Obama condemns 'slaughter' as Mid-East talks open in US
US President Barack Obama has condemned the "senseless slaughter" of four Israeli settlers, as a new round of Middle-East talks opens in Washington.
Mr Obama spoke after meeting Israeli PM Benjamin Netanyahu, on the eve of the first direct talks between Israeli and Palestinian leaders in 20 months.
He later met Palestinian leader Mahmoud Abbas and said progress was being made.
Mr Netanyahu said Tuesday's killings in the West Bank were committed by people who "butcher everything they oppose".
US, Israeli and Palestinian officials have all said they will not allow the shootings of the four Israelis to derail the new momentum in the long-stalled Middle East peace process.
But disagreement over Israeli settlement construction in the occupied West Bank has also threatened to cast a pall over the talks.
The Israelis have said they will not renew a partial freeze on building homes for Jews there when it expires towards the end of this month, but the Palestinians say that without a freeze they will walk away from the talks.

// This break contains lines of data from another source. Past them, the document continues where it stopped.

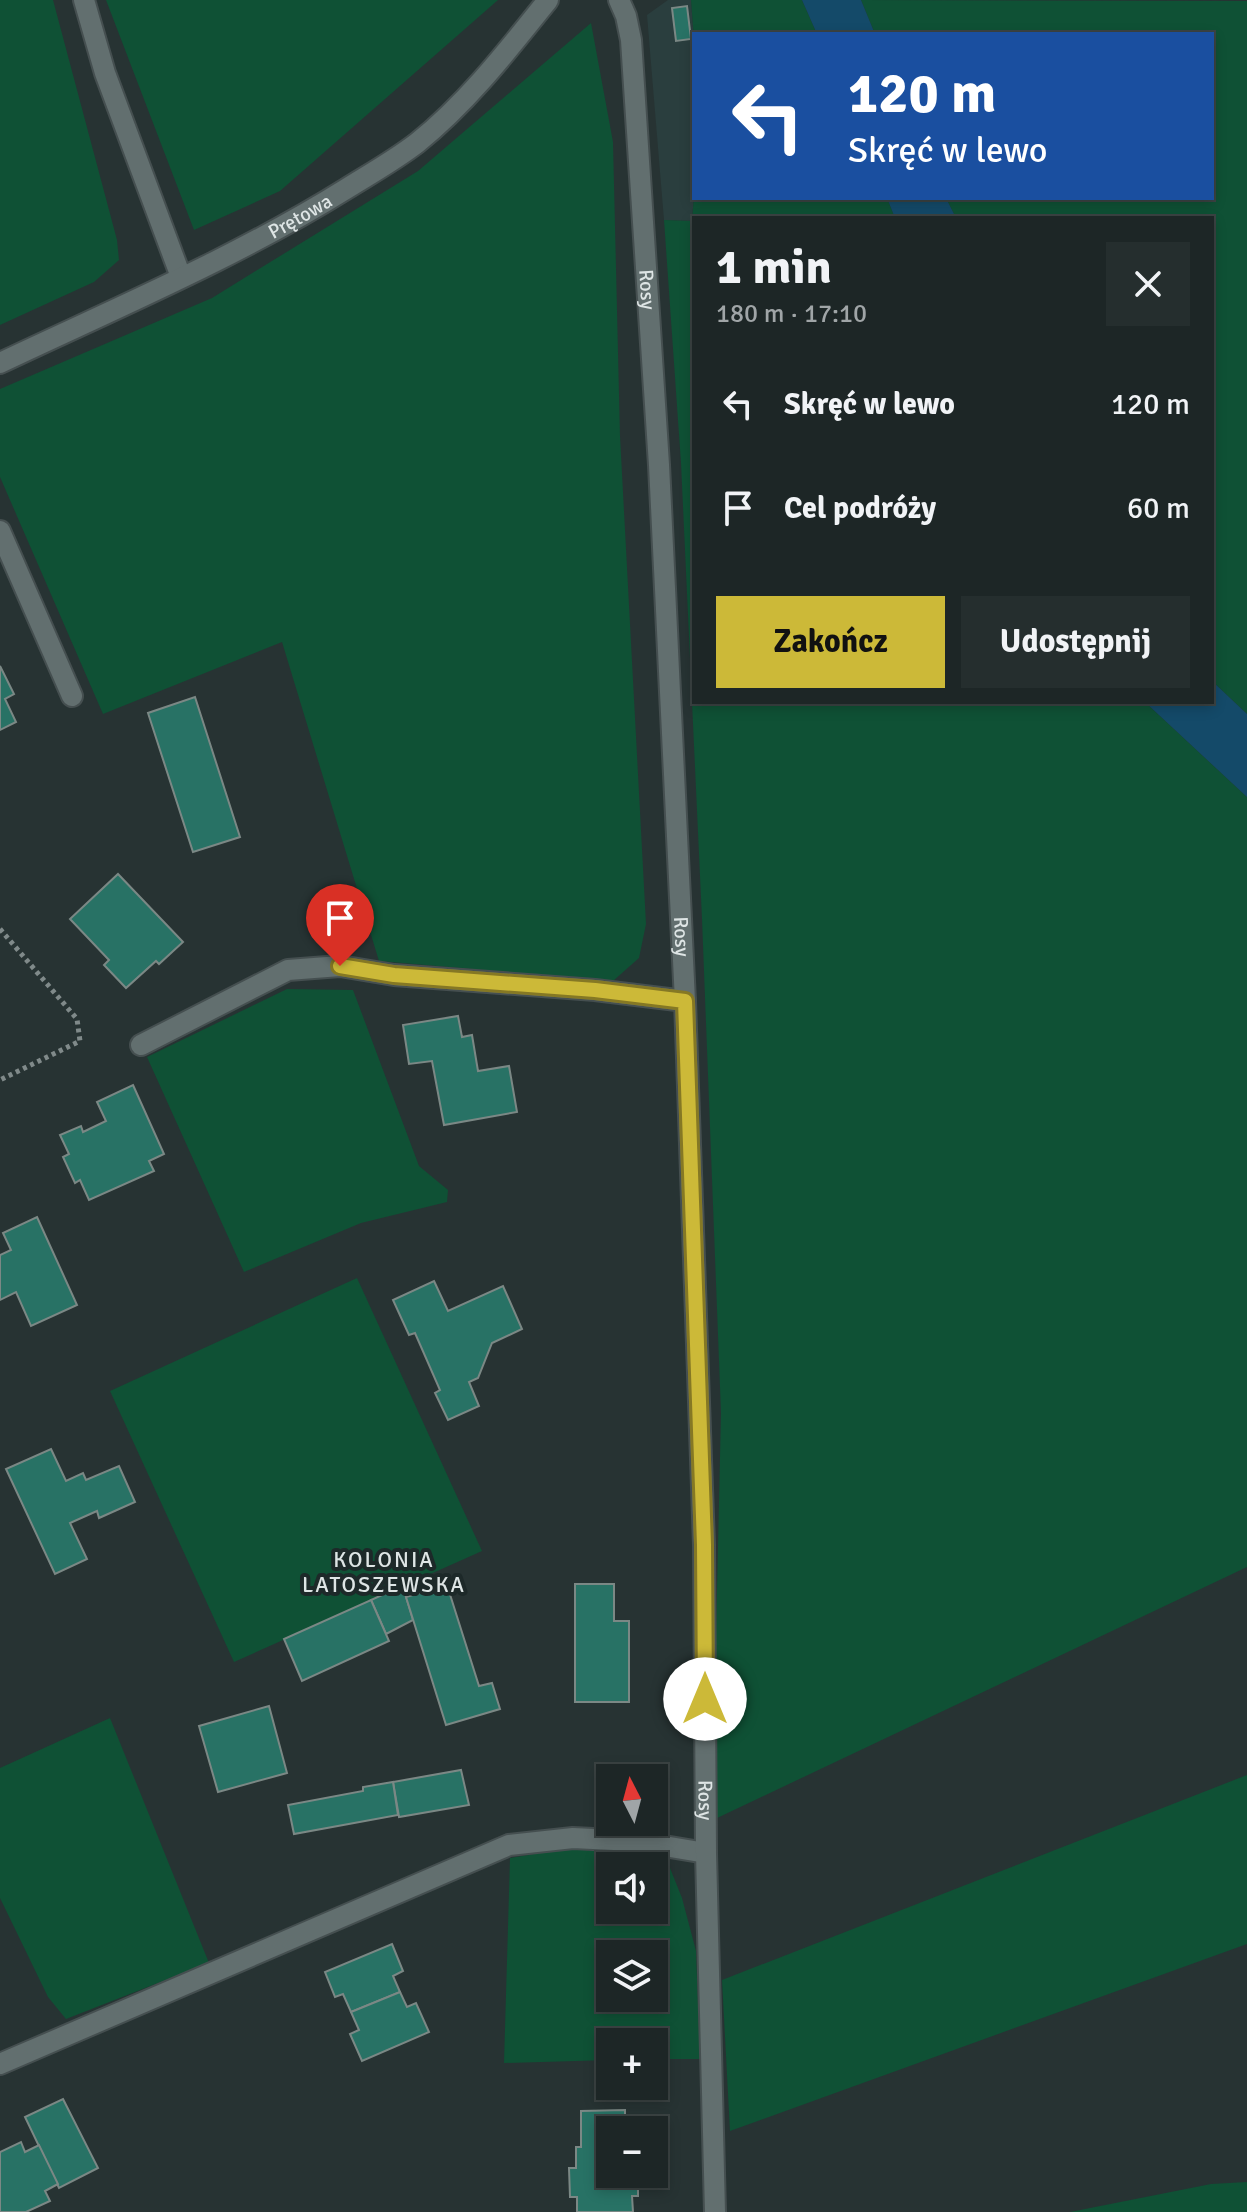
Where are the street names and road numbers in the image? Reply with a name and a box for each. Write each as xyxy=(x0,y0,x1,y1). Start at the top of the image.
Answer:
street label: Prętowa xyxy=(264,189,337,245)
street label: Rosy xyxy=(633,269,661,311)
street label: Rosy xyxy=(668,916,695,958)
street label: Rosy xyxy=(693,1780,718,1821)

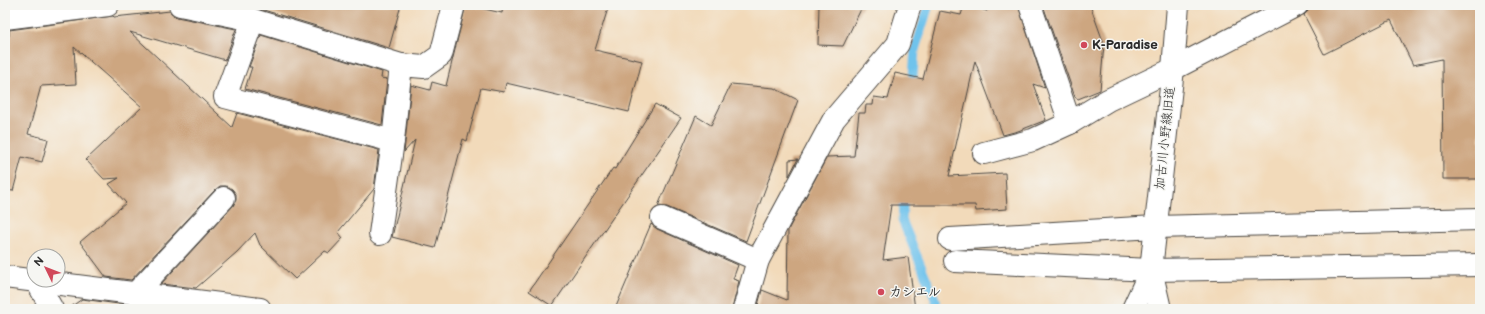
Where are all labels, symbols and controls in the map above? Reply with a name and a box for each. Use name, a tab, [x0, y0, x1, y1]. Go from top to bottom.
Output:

In his meeting with Mr Obama, the Israeli prime minister told the president that any eventual agreement with the Palestinians must include security arrangements that put an end to terrorist threats against Israelis, an Israeli official travelling with Mr Netanyahu said.
Speaking later, Mr Obama said Thursday's direct negotiations between the Israeli and Palestinian leaders were "intended to resolve all final status issues".
Mr Obama said the goal of the talks, which are expected to last a year, was a permanent settlement that ended the Israeli "occupation" that began in 1967 and resulted in an independent, democratic Palestinian state existing peacefully beside a "Jewish state of Israel".
He said the US could not impose peace on the two parties and that the US cannot want peace more than them.
"This moment of opportunity may not soon come again," Mr Obama said. "They cannot afford to let it slip away."
And he praised Mr Abbas and Mr Netanyahu as leaders "who I believe want peace".
But shortly after Wednesday's bilateral talks, two Israelis were injured in another shooting in the West Bank.
Gunmen opened fire on their car at Rimonim Junction, near the Jewish settlement of Kochav Hashahar and east of the city of Ramallah.
The victims were a woman and a man, who was in a serious condition in hospital, officials said.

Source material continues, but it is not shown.